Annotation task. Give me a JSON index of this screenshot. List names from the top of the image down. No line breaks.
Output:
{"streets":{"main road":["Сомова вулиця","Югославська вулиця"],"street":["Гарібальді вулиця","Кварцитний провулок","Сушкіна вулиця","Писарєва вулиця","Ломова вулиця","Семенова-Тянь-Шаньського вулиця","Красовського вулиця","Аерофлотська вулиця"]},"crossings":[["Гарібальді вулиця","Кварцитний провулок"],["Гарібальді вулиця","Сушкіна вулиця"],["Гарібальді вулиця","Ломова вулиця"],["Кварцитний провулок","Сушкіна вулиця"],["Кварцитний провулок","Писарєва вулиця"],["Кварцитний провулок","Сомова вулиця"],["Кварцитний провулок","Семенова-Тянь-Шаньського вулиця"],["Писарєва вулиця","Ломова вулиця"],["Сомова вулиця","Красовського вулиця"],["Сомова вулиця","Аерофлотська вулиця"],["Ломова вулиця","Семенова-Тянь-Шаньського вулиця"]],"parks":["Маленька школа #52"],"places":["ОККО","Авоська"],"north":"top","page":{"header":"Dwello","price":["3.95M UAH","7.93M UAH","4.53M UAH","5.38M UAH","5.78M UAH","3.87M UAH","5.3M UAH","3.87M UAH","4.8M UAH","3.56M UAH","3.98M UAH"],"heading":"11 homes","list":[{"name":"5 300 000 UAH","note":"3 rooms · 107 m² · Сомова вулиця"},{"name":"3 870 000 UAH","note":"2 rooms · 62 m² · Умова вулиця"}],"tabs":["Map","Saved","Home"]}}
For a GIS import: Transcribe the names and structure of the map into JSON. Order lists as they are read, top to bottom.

--

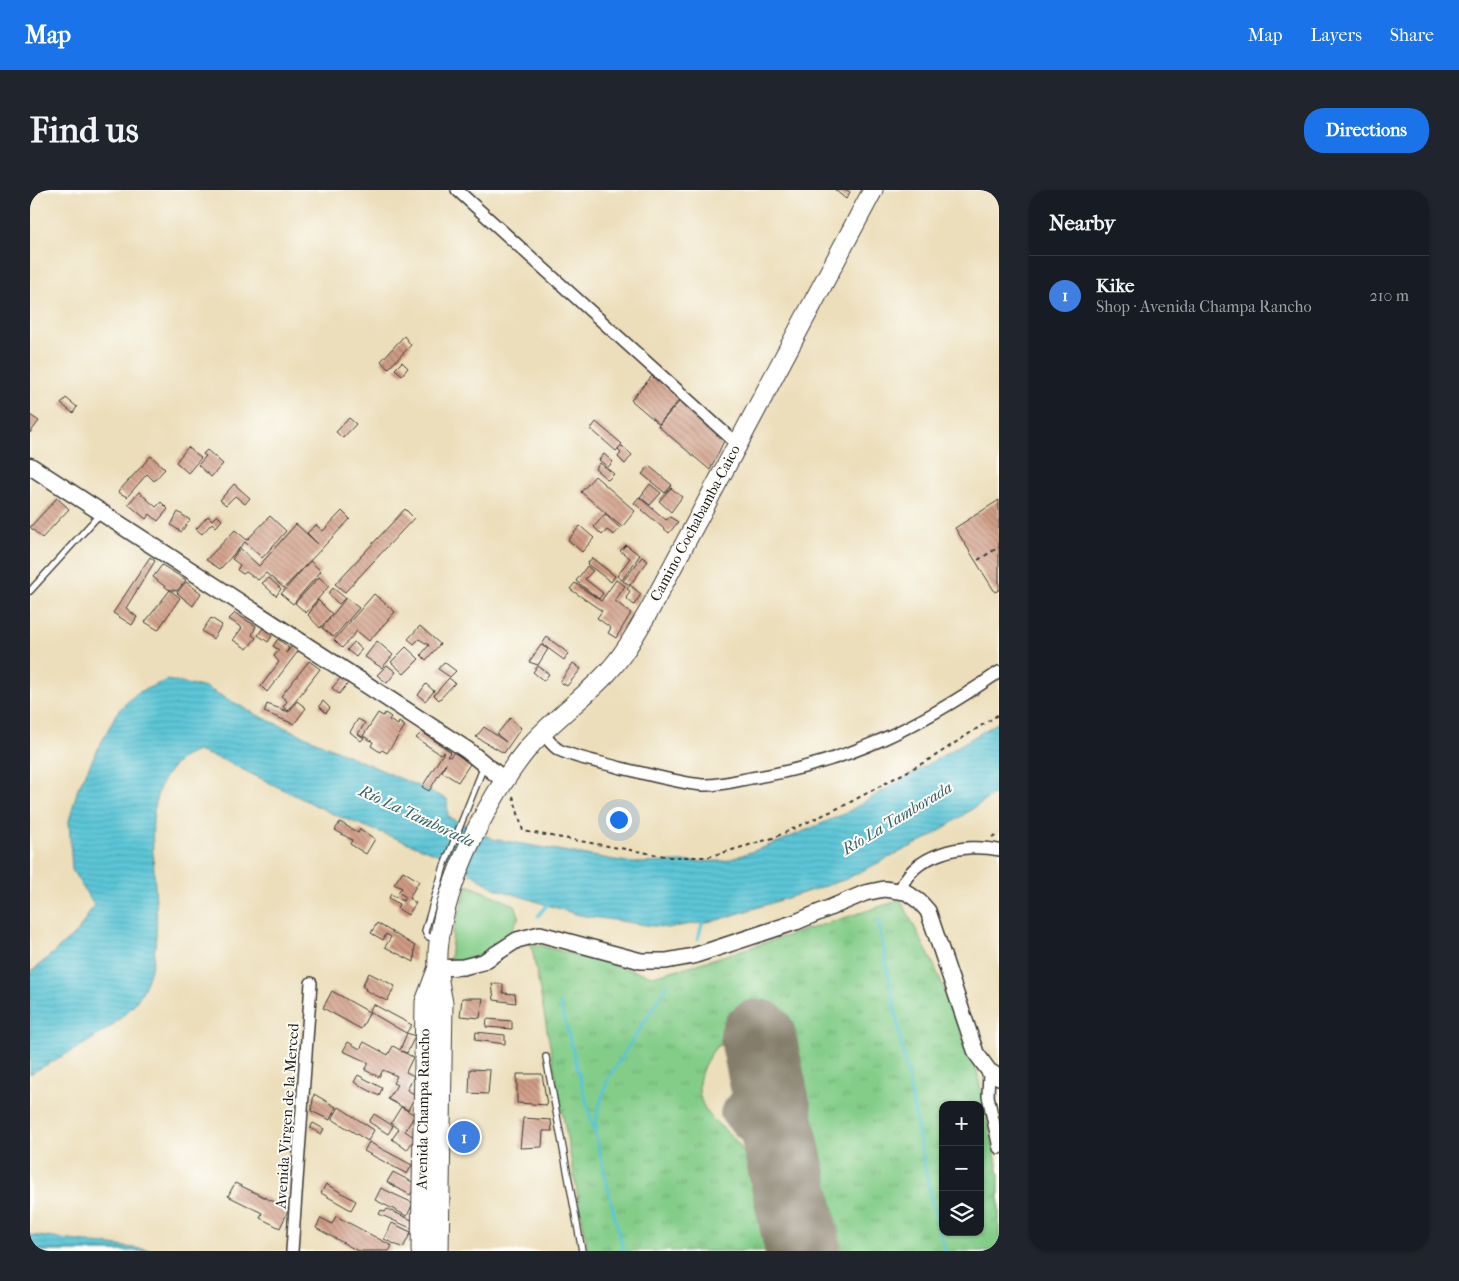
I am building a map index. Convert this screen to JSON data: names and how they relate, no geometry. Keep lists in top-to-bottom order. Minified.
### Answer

* * *

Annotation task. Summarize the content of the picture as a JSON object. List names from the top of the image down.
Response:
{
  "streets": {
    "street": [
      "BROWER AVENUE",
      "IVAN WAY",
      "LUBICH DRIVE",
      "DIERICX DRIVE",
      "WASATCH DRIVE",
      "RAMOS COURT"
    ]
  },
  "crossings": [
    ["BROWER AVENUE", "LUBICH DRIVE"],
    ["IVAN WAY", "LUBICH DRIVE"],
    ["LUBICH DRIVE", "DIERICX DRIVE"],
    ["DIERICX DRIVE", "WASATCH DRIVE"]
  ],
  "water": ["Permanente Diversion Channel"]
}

* Task statement
Each line of the data that contains "down" belongs in the answer.

* Response to the task
Annotation task. Give me a JSON index of this screenshot. List names from the top of the image down. No line breaks.
Annotation task. Summarize the content of the picture as a JSON object. List names from the top of the image down.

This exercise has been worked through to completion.